§ PROBLEM: Include the line with "Localize all text and symbols in this" and every line before it in the entries below, echoed exactly, but not the pictures.
───── RECORDS FOR PROCESSING ─────
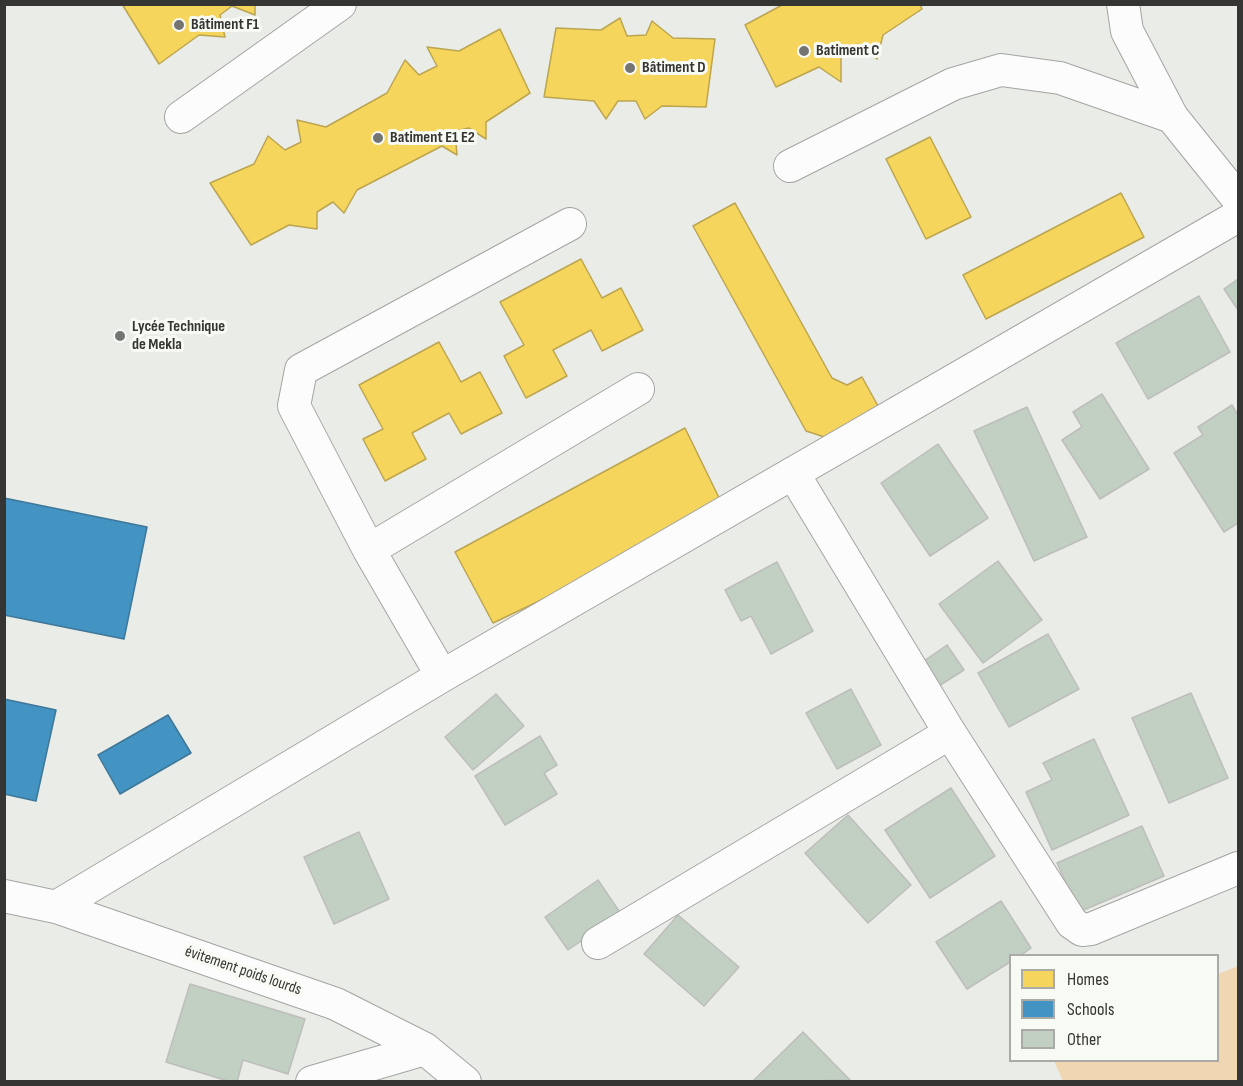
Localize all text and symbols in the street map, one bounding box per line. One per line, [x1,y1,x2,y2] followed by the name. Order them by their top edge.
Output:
[191,15,259,35] place label: Bâtiment F1
[172,18,186,32] marker: Bâtiment F1
[816,41,879,61] place label: Batiment C
[797,44,811,58] marker: Batiment C
[642,58,705,78] place label: Bâtiment D
[623,61,637,75] marker: Bâtiment D
[390,128,475,148] place label: Batiment E1 E2
[371,131,385,145] marker: Batiment E1 E2
[132,317,225,355] place label: Lycée Technique de Mekla
[113,329,127,343] marker: Lycée Technique de Mekla
[182,942,304,1000] street label: évitement poids lourds
[1009,954,1219,1062] legend
[1067,969,1109,990] text: Homes
[1067,999,1114,1020] text: Schools
[1067,1029,1101,1050] text: Other

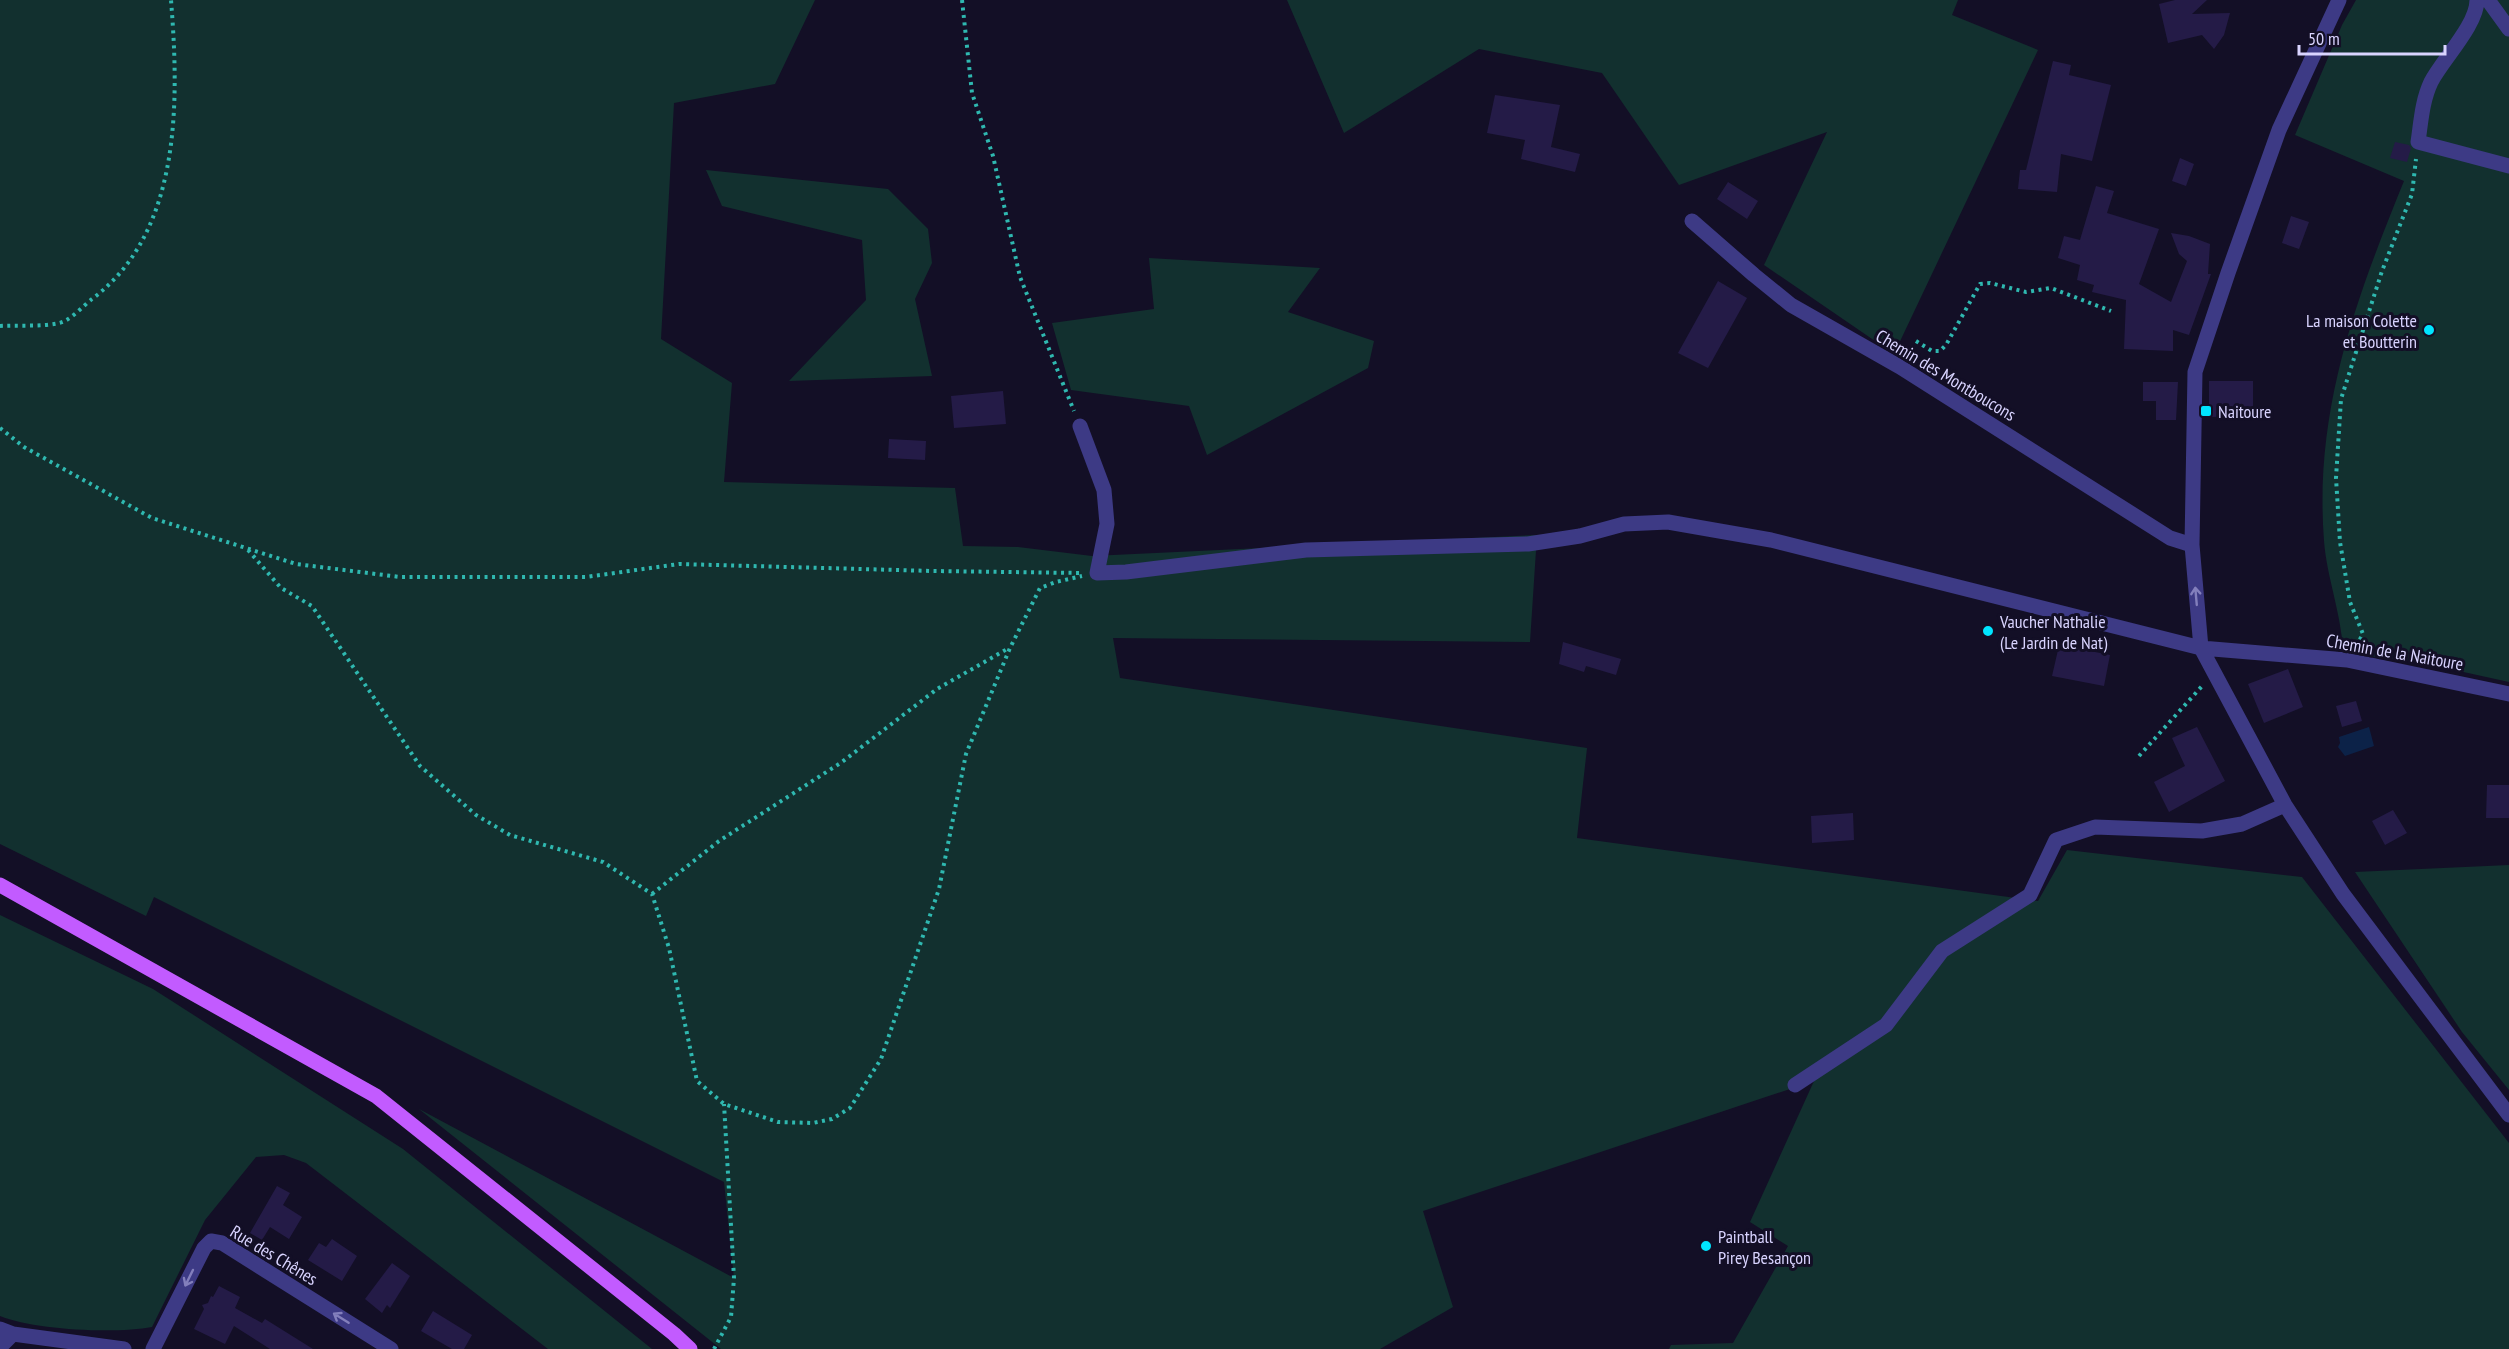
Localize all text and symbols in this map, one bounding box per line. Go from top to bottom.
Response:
scale bar [2299,18,2444,56]
text: 50 m [2308,27,2340,50]
place label: La maison Colette et Boutterin [2306,309,2417,353]
marker: La maison Colette et Boutterin [2422,323,2436,337]
street label: Chemin des Montboucons [1872,324,2020,426]
place label: Naitoure [2218,400,2272,423]
marker: Naitoure [2199,404,2213,418]
one-way arrow [2190,587,2201,607]
place label: Vaucher Nathalie (Le Jardin de Nat) [1999,610,2108,654]
marker: Vaucher Nathalie (Le Jardin de Nat) [1981,624,1995,638]
street label: Chemin de la Naitoure [2325,629,2465,675]
street label: Rue des Chênes [226,1220,322,1290]
place label: Paintball Pirey Besançon [1718,1225,1811,1269]
marker: Paintball Pirey Besançon [1699,1239,1713,1253]
one-way arrow [183,1268,194,1286]
one-way arrow [333,1311,350,1323]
─────
§ SOLUTION FOR THIS EXERCISE:
Localize all text and symbols in the street map, one bounding box per line. One per line, [x1,y1,x2,y2] followed by the name. Order them by their top edge.
Output:
[191,15,259,35] place label: Bâtiment F1
[172,18,186,32] marker: Bâtiment F1
[816,41,879,61] place label: Batiment C
[797,44,811,58] marker: Batiment C
[642,58,705,78] place label: Bâtiment D
[623,61,637,75] marker: Bâtiment D
[390,128,475,148] place label: Batiment E1 E2
[371,131,385,145] marker: Batiment E1 E2
[132,317,225,355] place label: Lycée Technique de Mekla
[113,329,127,343] marker: Lycée Technique de Mekla
[182,942,304,1000] street label: évitement poids lourds
[1009,954,1219,1062] legend
[1067,969,1109,990] text: Homes
[1067,999,1114,1020] text: Schools
[1067,1029,1101,1050] text: Other

Localize all text and symbols in this map, one bounding box per line. Go from top to bottom.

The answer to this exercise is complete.